1-In The Electric Mist 2.57
2-Score vs. Airboat 0.56
3-Post Coital Investigating 1.49
4-Baby Feet's Limo 1.22
5-The Confederate Dead 3.30
6-Fishing With Dave 1.03
7-Adonis Brown 1.09
8-Out With The N Word 2.34
9-Kelly's Service 1.52
10-Shipwrecked 2.31
11-Dina Kills Again 2.38
12-Past Meets Present 2.50
13-Maybe Babyfeet 1.16
14-Knife Planting 1.32
15-Dave Robicheaux 2.48
16-La Terre Tremblante 4.17*

*Ecrit par Marco Beltrami
et Dirk Powell.

Musique  composée par:

Marco Beltrami

Editeur:

Varèse Sarabande 302 064 202 2

Produit par:
Marco Beltrami
Score co-produit par:
Buck Sanders
Producteur exécutif:
Robert Townson
Montage musique:
Johnny Caruso
Consultant musique cajun:
David Greely

Edition limitée à 1000 exemplaires.
American Federation of Musicians.

Artwork and pictures (c) 2007 Electric Mist Joint Venture LLC. All rights reserved.

Note: ***
IN THE ELECTRIC MIST
ORIGINAL MOTION PICTURE SOUNDTRACK
Music composed by Marco Beltrami
Pour son nouveau long-métrage, Bertrand Tavernier décide de passer outre-Atlantique et signe son premier film américain avec « In The Electric Mist » (Dans la brume électrique), adaptation cinématographique du roman noir de James Lee Burke. Le résultat est à la hauteur du projet, et le film s’est vu récompenser du Grand Prix du premier festival international du film policier de Beaune en 2009. Rappelons que Bertrand Tavernier s’est déjà intéressé à plusieurs reprises à la culture américaine, puisqu’il fit tourner Harvey Keitel dans « La mort en direct » en 1980 et que son film « Coup de torchon » (1981) était une adaptation d’un roman policier américain de Jim Thompson. « In The Electric Mist » nous transporte dans la petite ville de New Iberia en Louisiane. Ancien flic reconverti, Dave Robicheaux (Tommy Lee Jones) aide la police locale à enquêter sur le meurtre sadique d’une jeune prostituée de 19 ans, une nouvelle victime d’un serial killer qui sévit depuis quelques temps dans la région et ne s’en prend qu’à de très jeunes femmes. Pendant son enquête, Dave arrête pour conduite en état d’ivresse Elrod Sykes (Peter Sarsgaard), star hollywoodienne alcoolique venue en Louisiane pour y tourner son nouveau film, produit par un parrain de la mafia locale, Julius « Baby Feet » Balboni (John Goodman). Dave soupçonne alors Balboni d’être le meurtrier de la jeune prostituée. Elrod finit par sympathiser avec l’inspecteur, et l’acteur lui révèle alors qu’il a aperçu il y a un certain temps des ossements humains dans le bayou du delta de l’Atchafalaya, ossements qui auraient ainsi refait surface suite à l’ouragan Katrina en 2005. Cette découverte fait très vite ressurgir des souvenirs du passé de Dave, qui a ainsi assisté il y a 35 ans au meurtre d’un homme noir à cet endroit. « In The Electric Mist » permet enfin à Bertrand Tavernier de réaliser un vieux rêve, tourner son premier grand film américain. Pari plus que réussi pour un cinéaste qui est resté conforme à sa vision et à sa grande connaissance de la culture américaine (Tavernier a coréalisé « Mississipi Blues » avec Robert Parrish, documentaire sur la musique blues de la Louisiane). Le film se présente avant tout comme un thriller psychologique plutôt dense et haletant, servi par un script complexe et une mise en scène à la fois sobre, minimaliste et brillante.
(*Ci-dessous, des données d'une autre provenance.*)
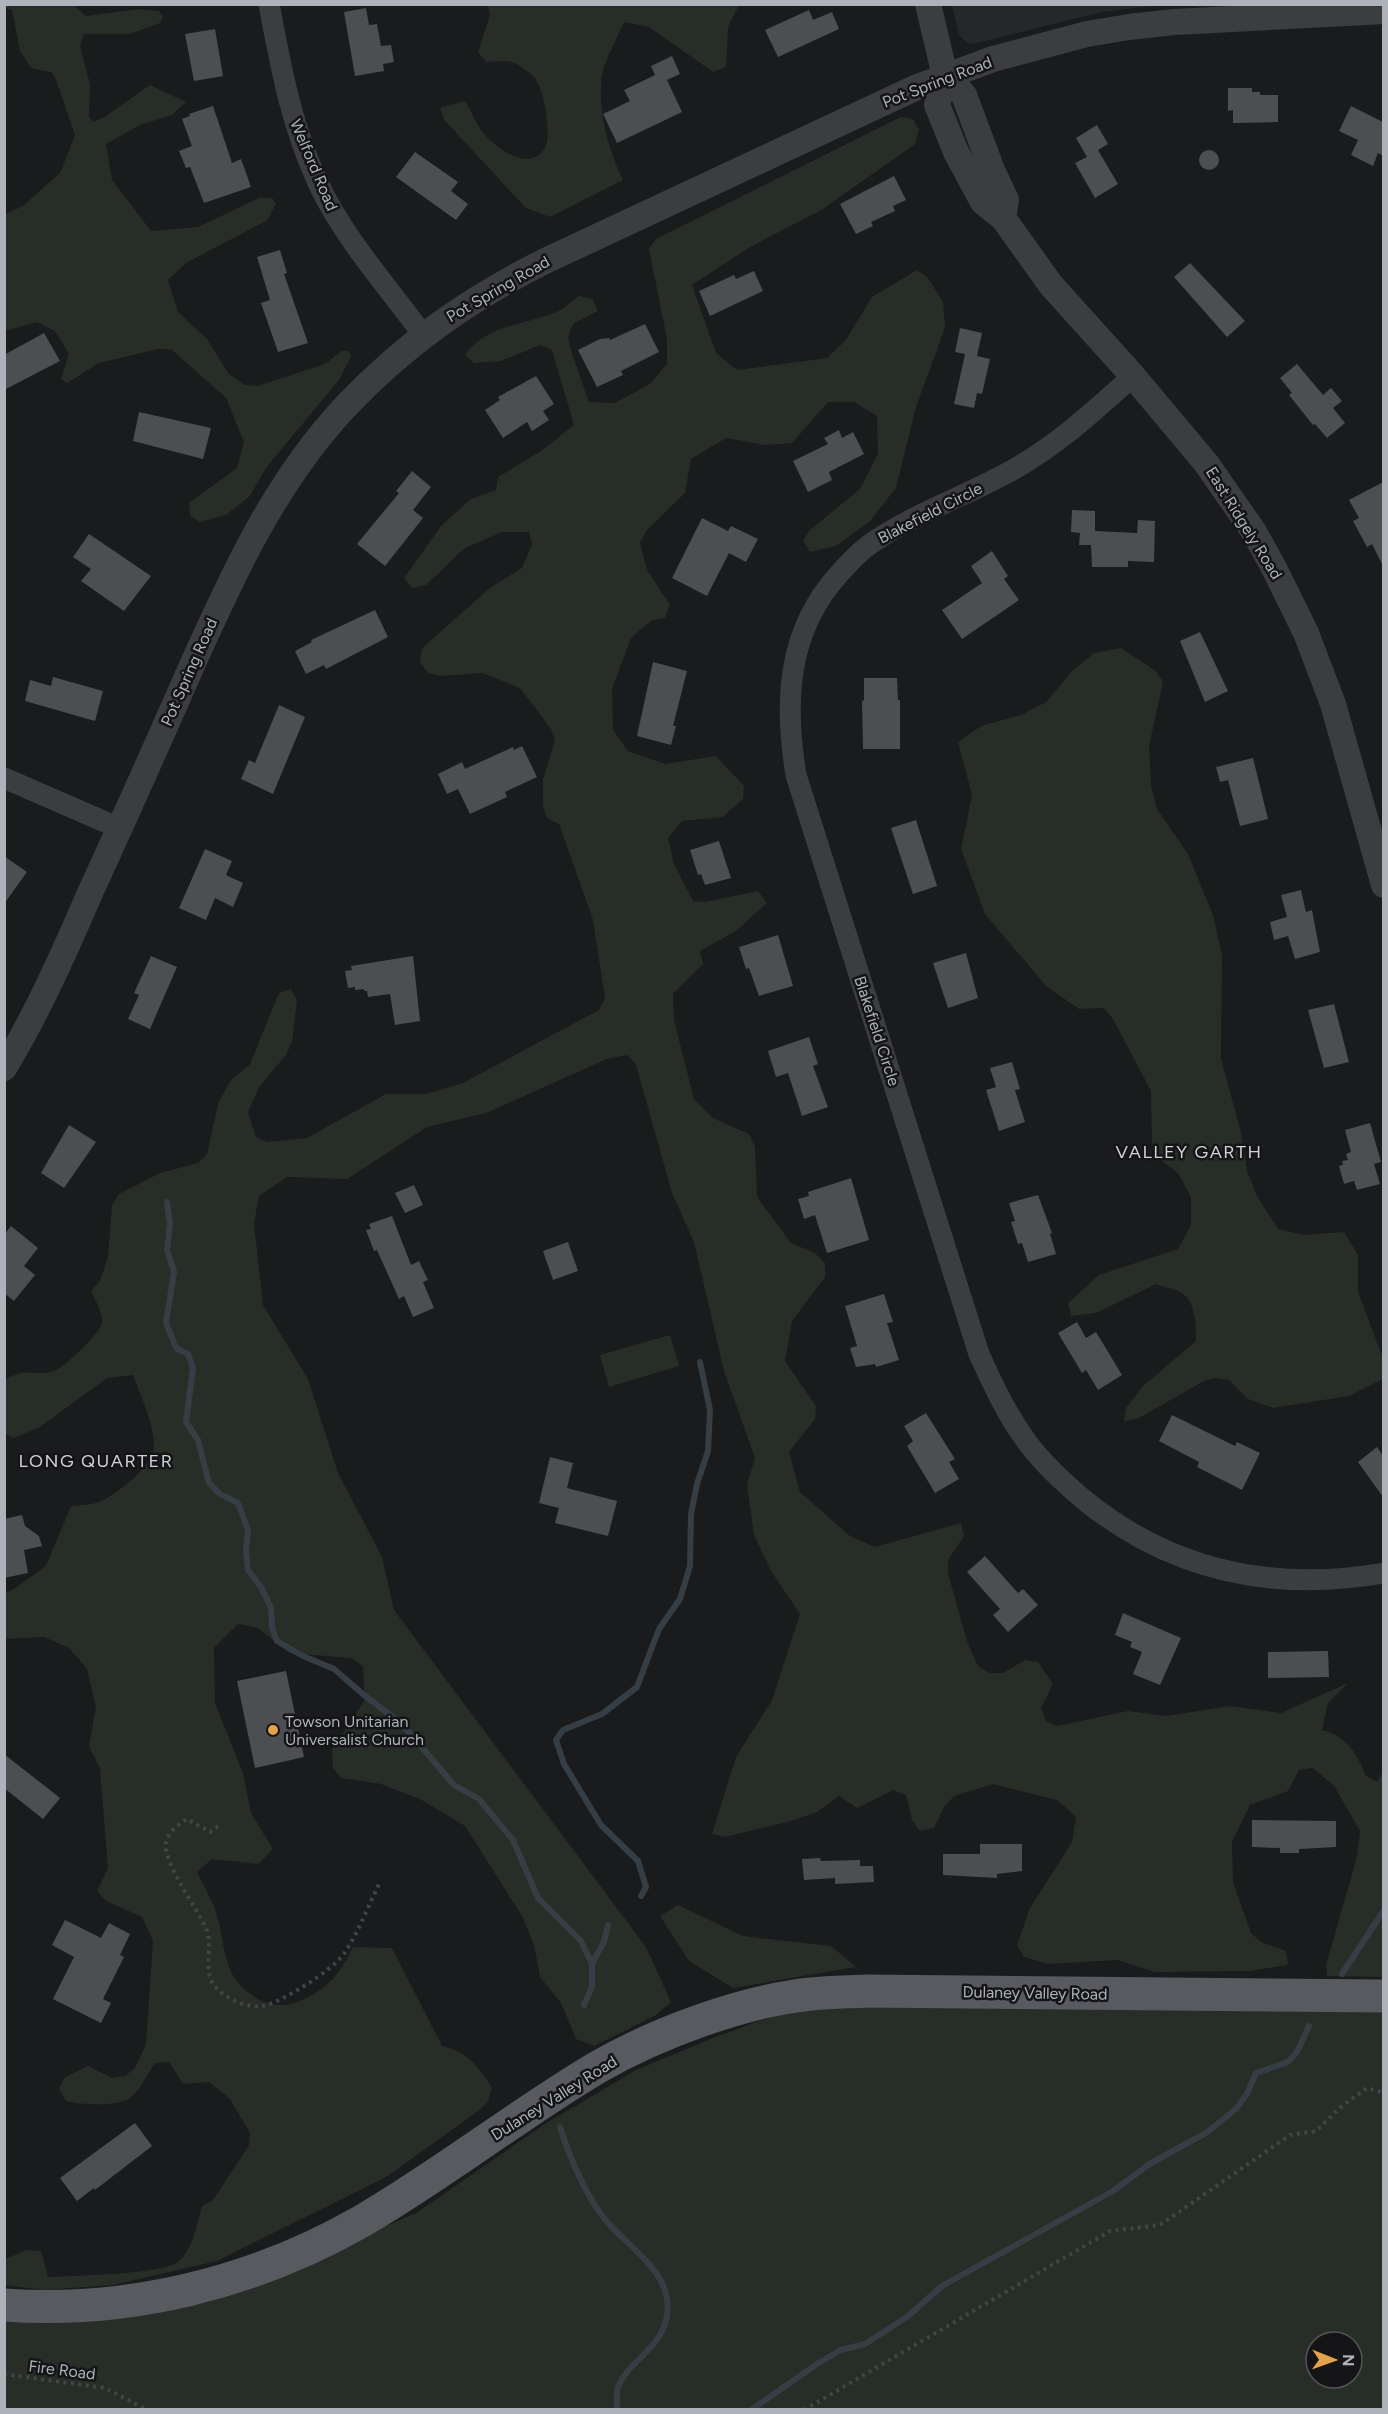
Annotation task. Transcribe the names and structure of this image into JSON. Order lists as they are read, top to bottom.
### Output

Ici, pas de grands effets hollywoodiens ni d’artifices visuels, Tavernier reste fidèle à son esthétique narrative habituelle et son goût pour les intrigues littéraires complexes et déroutantes. « In The Electric Mist » reste d’ailleurs un film déroutant de bout en bout, servi par la performance remarquable de Tommy Lee Jones dans le rôle d’un flic qui doit combattre ses propres démons (l’alcool, un souvenir particulier qui le hante depuis 35 ans, des hallucinations dans lesquelles il se voit en train de parler à un général confédéré et ses troupes, tous décédés pendant la Guerre de Sécession américaine, etc.). Tommy Lee Jones s’est d’ailleurs beaucoup investi sur ce film, allant même jusqu’à remanier certaines scènes lui-même (au grand dam du réalisateur !). Son personnage de Dave Robicheaux rappelle ses rôles désabusés et cyniques de « The Three Burials of Melquiades Estrada », « No Country for Old Men » ou « In The Valley of Elah ». Quand au reste du film, il se résume surtout à une sorte de grand puzzle psychologique plutôt dense et complexe, où la trame scénaristique évite tout fil conducteur linéaire et préfère perdre le spectateur en proposant différentes pistes (le meurtre de la jeune prostituée au début du film n’est qu’un prétexte au prologue du film et reste irrésolu par la suite !). La mise en scène est renforcée par l’ambiance moite, sombre et brumeuse des bayous de la Louisiane, avec quelques accès de violence subite qui déstabilise davantage le spectateur et renforce ce sentiment d’instabilité et d’imprévisibilité - tout comme le personnage de Tommy Lee Jones - comme si tout pouvait basculer d’un moment à l’autre. « In The Electric Mist » est un thriller rare et complexe, clairement anti-hollywoodien, sombre, atmosphérique et violent, un projet de rêve pour Bertrand Tavernier et Tommy Lee Jones qui se voit offrir ici l’un des meilleurs rôles de sa carrière, épaulé par un casting de choix - Peter Sarsgaard, John Goodman, Mary Steenburgen, Kelly MacDonald, Ned Beatty, Pruitt Taylor Vince et même un petit rôle pour le célèbre bluesman Buddy Guy ! En bref, un film d’une qualité rare à ne surtout pas manquer !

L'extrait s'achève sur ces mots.